Izri dévisage le patron avec un regard effrayant. Je n’ajoute rien et me hâte de ranger les provisions dans les sacs et de régler la note.
— Tu n’es pas très bavarde aujourd’hui ! me fait remarquer Dominique. Mais toujours aussi mignonne !
Est-il aveugle ? Inconscient ?
— Au revoir ! À demain…
Nous mettons les courses dans le coffre, je m’installe à nouveau sur le siège passager.
— Lui aussi, il veut te sauter ? me balance Izri en prenant le volant.
— Bien sûr que non ! Il est juste sympa parce que je suis une bonne cliente…
— Tu iras faire tes courses ailleurs, désormais. Compris ?
— C’est le seul magasin où je peux aller à pied ! dis-je d’un ton agacé.
— Eh bien tu prendras le bus.
Il démarre en faisant crisser les pneus et manque d’écraser une mamie et son chien. La dame l’insulte, Izri baisse la vitre.
— Ta gueule, la vieille ! hurle-t-il.
Je me ratatine sur le siège tandis qu’il redémarre sous le regard effaré de la dame au chien.
— Alors, t’as compris ? répète-t-il. Je veux plus que tu mettes un pied ici !
L’alcool le rend paranoïaque, à moins que ce ne soit la coke. Le mélange des deux, sans doute.
— Mais Iz, je t’assure que tu te fais des idées !

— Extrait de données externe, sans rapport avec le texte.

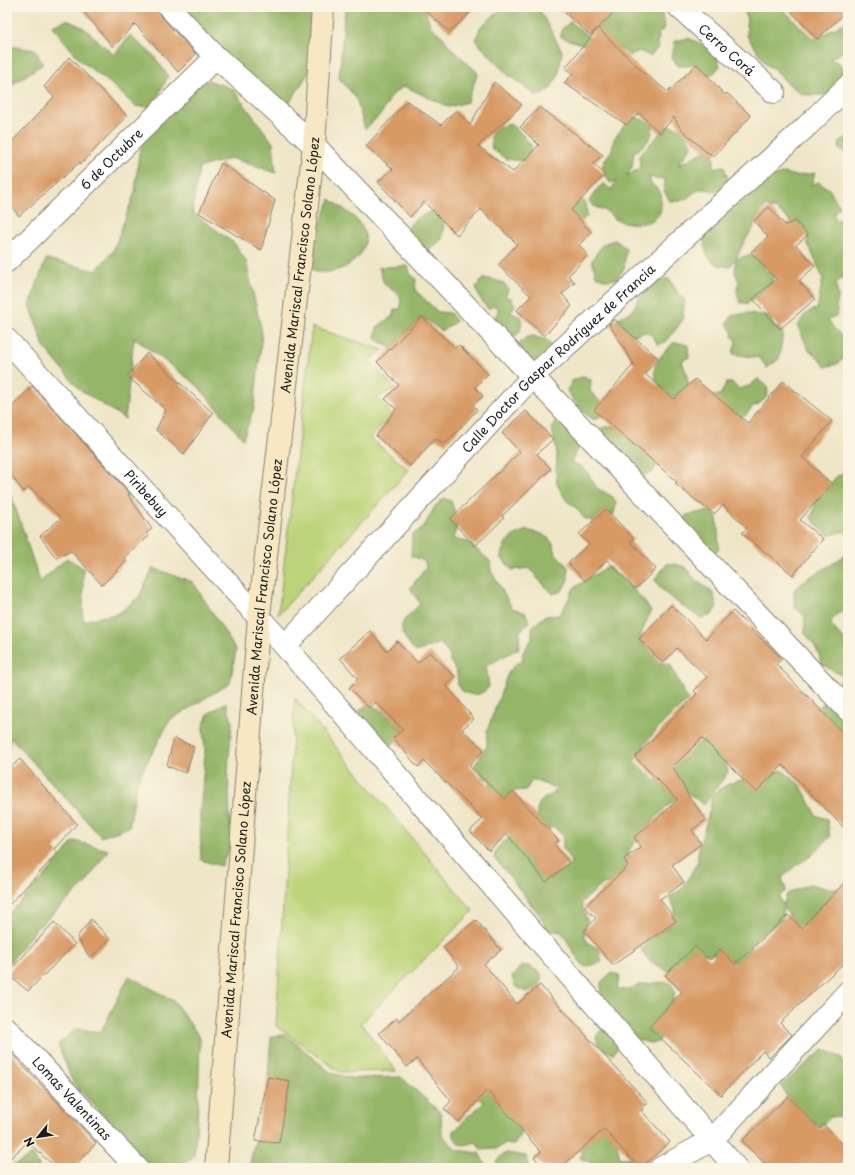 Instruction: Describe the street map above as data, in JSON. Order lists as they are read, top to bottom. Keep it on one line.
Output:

— Ça va, j’ai bien vu comment il te regardait, cet enculé ! Tu es toujours aussi mignonne, Tama !
Je soupire et Izri freine si fort que je suis violemment projetée vers l’avant. Puis il me saisit par la nuque et attire mon visage contre le sien.
— C’est pas le moment de m’énerver, Tama… Putain, c’est pas le moment…
— Calme-toi, Iz, murmuré-je. Calme-toi, je t’en prie !
Il me lâche et reste un instant pétrifié derrière le volant. Ses yeux se mettent à briller, comme s’il allait pleurer.
— Pourquoi tu veux me rendre fou ? murmure-t-il.
Je caresse doucement son bras.
— Je ne veux que te rendre heureux, dis-je d’un ton rassurant. Et si cet homme m’a regardée, j’en suis désolée. Je ne m’en suis même pas aperçue… Parce que je ne vois que toi. Les autres, je m’en fous !
Il retrouve un semblant de calme et nous rentrons. Il m’aide à porter les courses à l’intérieur et prend une bière dans le frigo.
— Tu ne devrais pas boire autant ! dis-je machinalement.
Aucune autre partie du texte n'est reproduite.